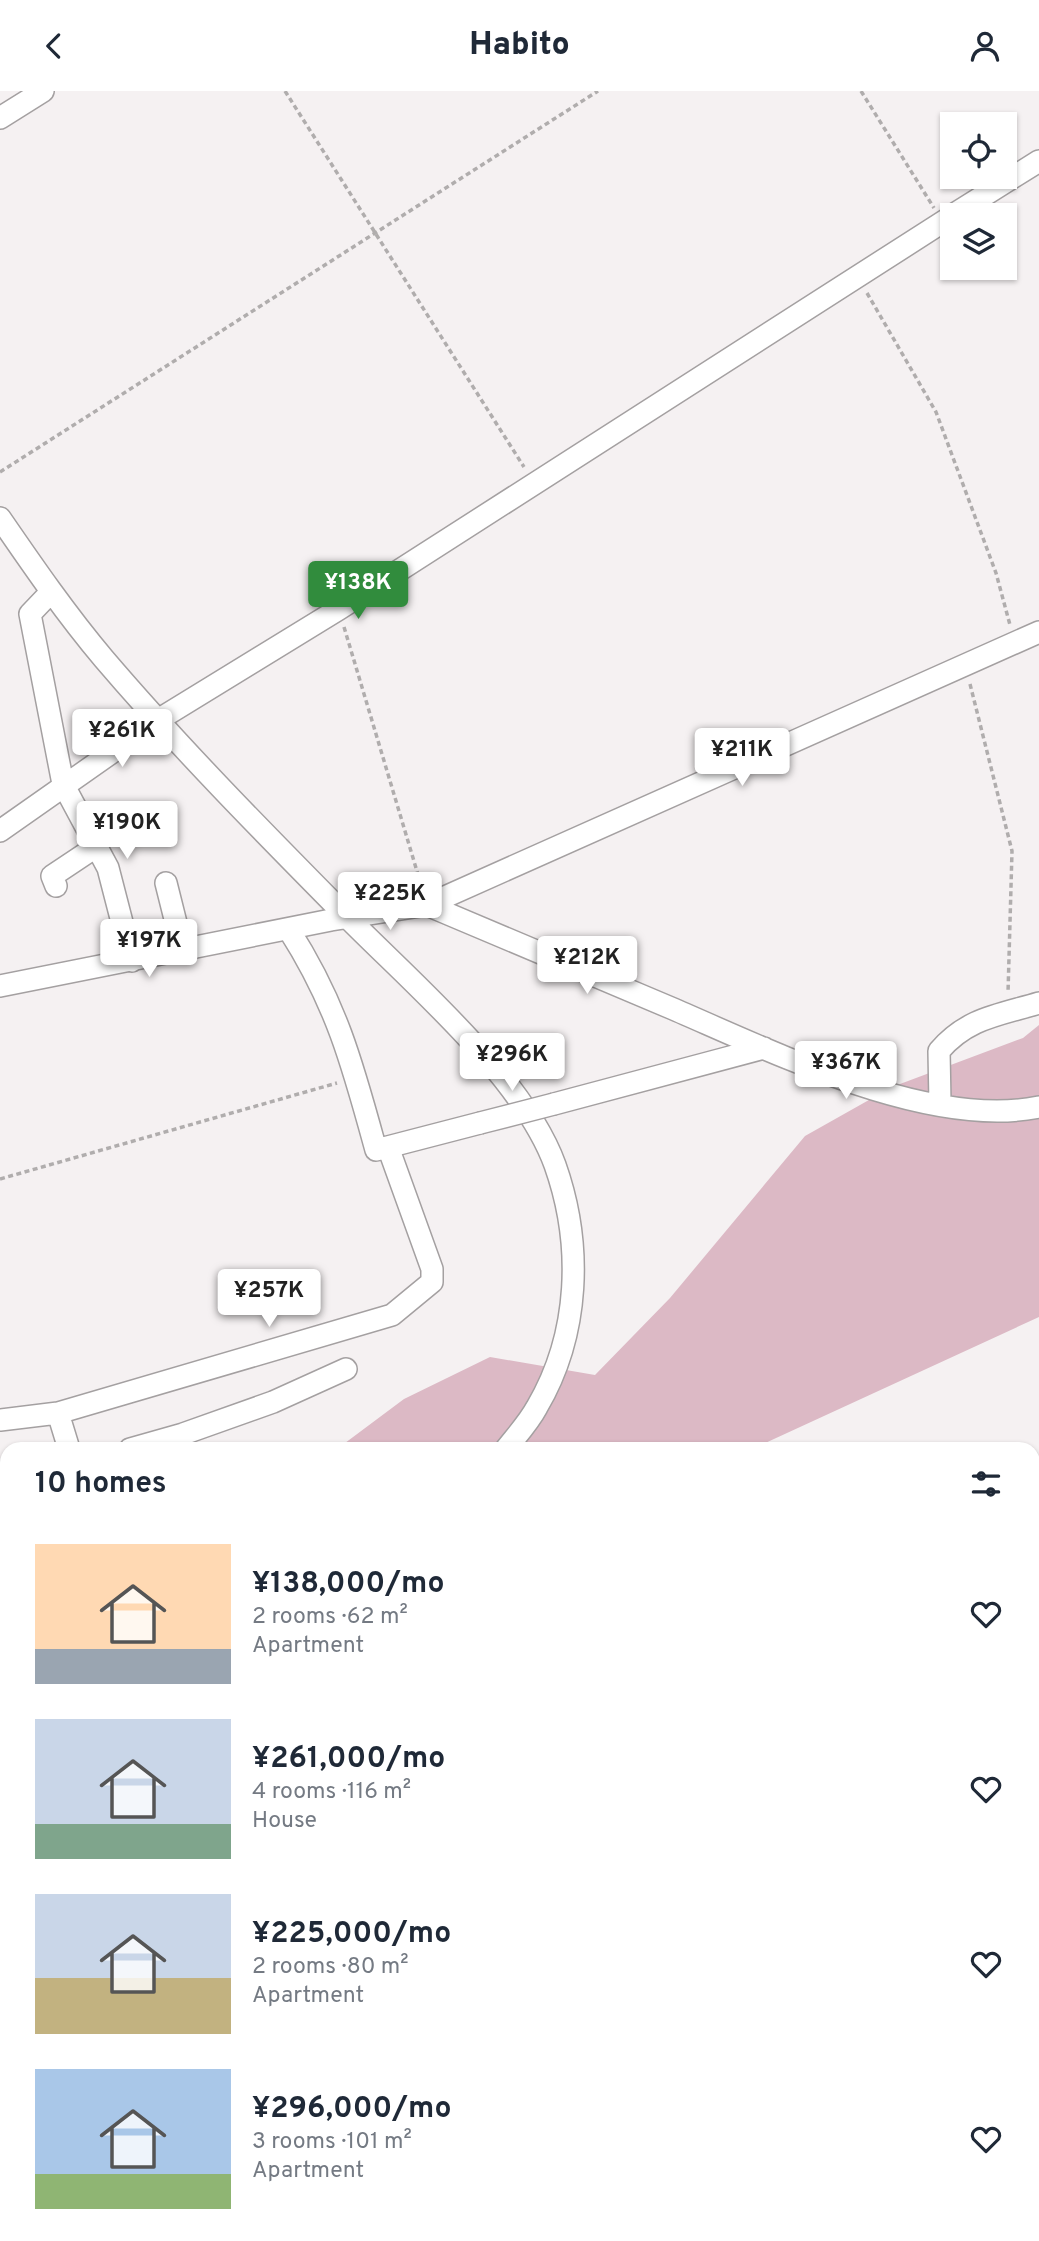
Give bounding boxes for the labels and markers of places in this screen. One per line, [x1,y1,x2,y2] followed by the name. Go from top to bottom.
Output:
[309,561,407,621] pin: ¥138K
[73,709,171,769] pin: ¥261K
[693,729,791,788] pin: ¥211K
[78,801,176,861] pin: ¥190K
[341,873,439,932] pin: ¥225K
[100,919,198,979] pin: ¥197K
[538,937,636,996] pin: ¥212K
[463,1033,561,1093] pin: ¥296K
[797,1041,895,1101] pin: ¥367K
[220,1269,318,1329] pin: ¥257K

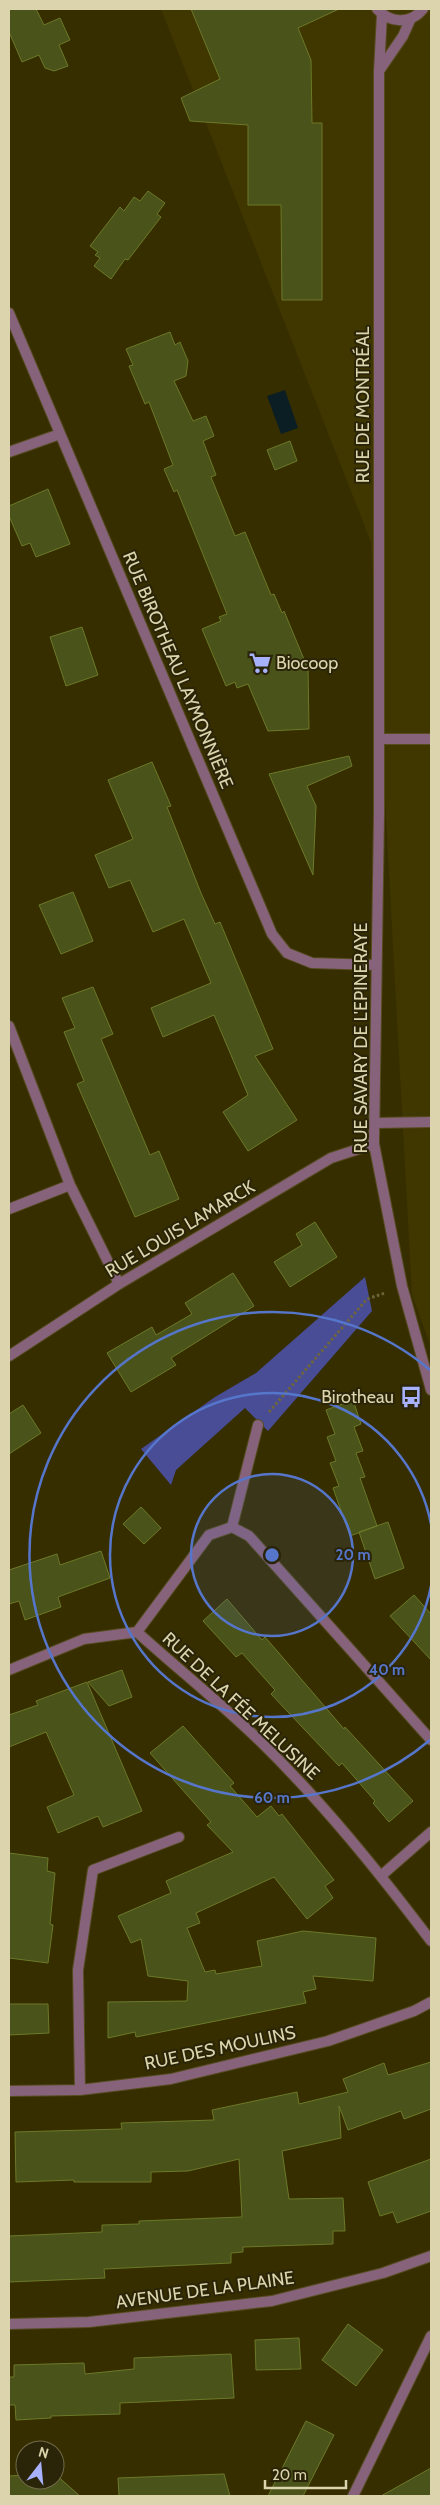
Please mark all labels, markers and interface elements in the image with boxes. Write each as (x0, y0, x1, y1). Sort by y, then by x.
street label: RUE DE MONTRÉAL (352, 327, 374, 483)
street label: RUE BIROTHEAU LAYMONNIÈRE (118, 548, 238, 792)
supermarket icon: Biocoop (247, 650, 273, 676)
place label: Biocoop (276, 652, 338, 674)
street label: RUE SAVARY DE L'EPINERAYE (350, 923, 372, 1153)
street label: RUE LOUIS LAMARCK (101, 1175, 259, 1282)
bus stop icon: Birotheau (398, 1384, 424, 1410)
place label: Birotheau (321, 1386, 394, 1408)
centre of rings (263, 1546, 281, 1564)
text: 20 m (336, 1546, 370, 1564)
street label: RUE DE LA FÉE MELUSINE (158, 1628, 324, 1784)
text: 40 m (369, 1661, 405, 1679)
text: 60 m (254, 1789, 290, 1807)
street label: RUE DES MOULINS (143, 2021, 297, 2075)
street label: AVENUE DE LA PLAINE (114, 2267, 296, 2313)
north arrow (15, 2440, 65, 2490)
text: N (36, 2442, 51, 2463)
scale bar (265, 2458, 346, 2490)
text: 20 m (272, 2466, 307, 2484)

→ Instructions for the task
Your copy should hold every record word for word and none of the pictures.

→ Answer space
Give bounding boxes for the labels and markers of places in this screen. One per line, [x1,y1,x2,y2] followed by the name. Go from top to bottom.
Output:
[309,561,407,621] pin: ¥138K
[73,709,171,769] pin: ¥261K
[693,729,791,788] pin: ¥211K
[78,801,176,861] pin: ¥190K
[341,873,439,932] pin: ¥225K
[100,919,198,979] pin: ¥197K
[538,937,636,996] pin: ¥212K
[463,1033,561,1093] pin: ¥296K
[797,1041,895,1101] pin: ¥367K
[220,1269,318,1329] pin: ¥257K

Please mark all labels, markers and interface elements in the image with boxes. Write each as (x0, y0, x1, y1). Sort by y, then by x.
street label: RUE DE MONTRÉAL (352, 327, 374, 483)
street label: RUE BIROTHEAU LAYMONNIÈRE (118, 548, 238, 792)
supermarket icon: Biocoop (247, 650, 273, 676)
place label: Biocoop (276, 652, 338, 674)
street label: RUE SAVARY DE L'EPINERAYE (350, 923, 372, 1153)
street label: RUE LOUIS LAMARCK (101, 1175, 259, 1282)
bus stop icon: Birotheau (398, 1384, 424, 1410)
place label: Birotheau (321, 1386, 394, 1408)
centre of rings (263, 1546, 281, 1564)
text: 20 m (336, 1546, 370, 1564)
street label: RUE DE LA FÉE MELUSINE (158, 1628, 324, 1784)
text: 40 m (369, 1661, 405, 1679)
text: 60 m (254, 1789, 290, 1807)
street label: RUE DES MOULINS (143, 2021, 297, 2075)
street label: AVENUE DE LA PLAINE (114, 2267, 296, 2313)
north arrow (15, 2440, 65, 2490)
text: N (36, 2442, 51, 2463)
scale bar (265, 2458, 346, 2490)
text: 20 m (272, 2466, 307, 2484)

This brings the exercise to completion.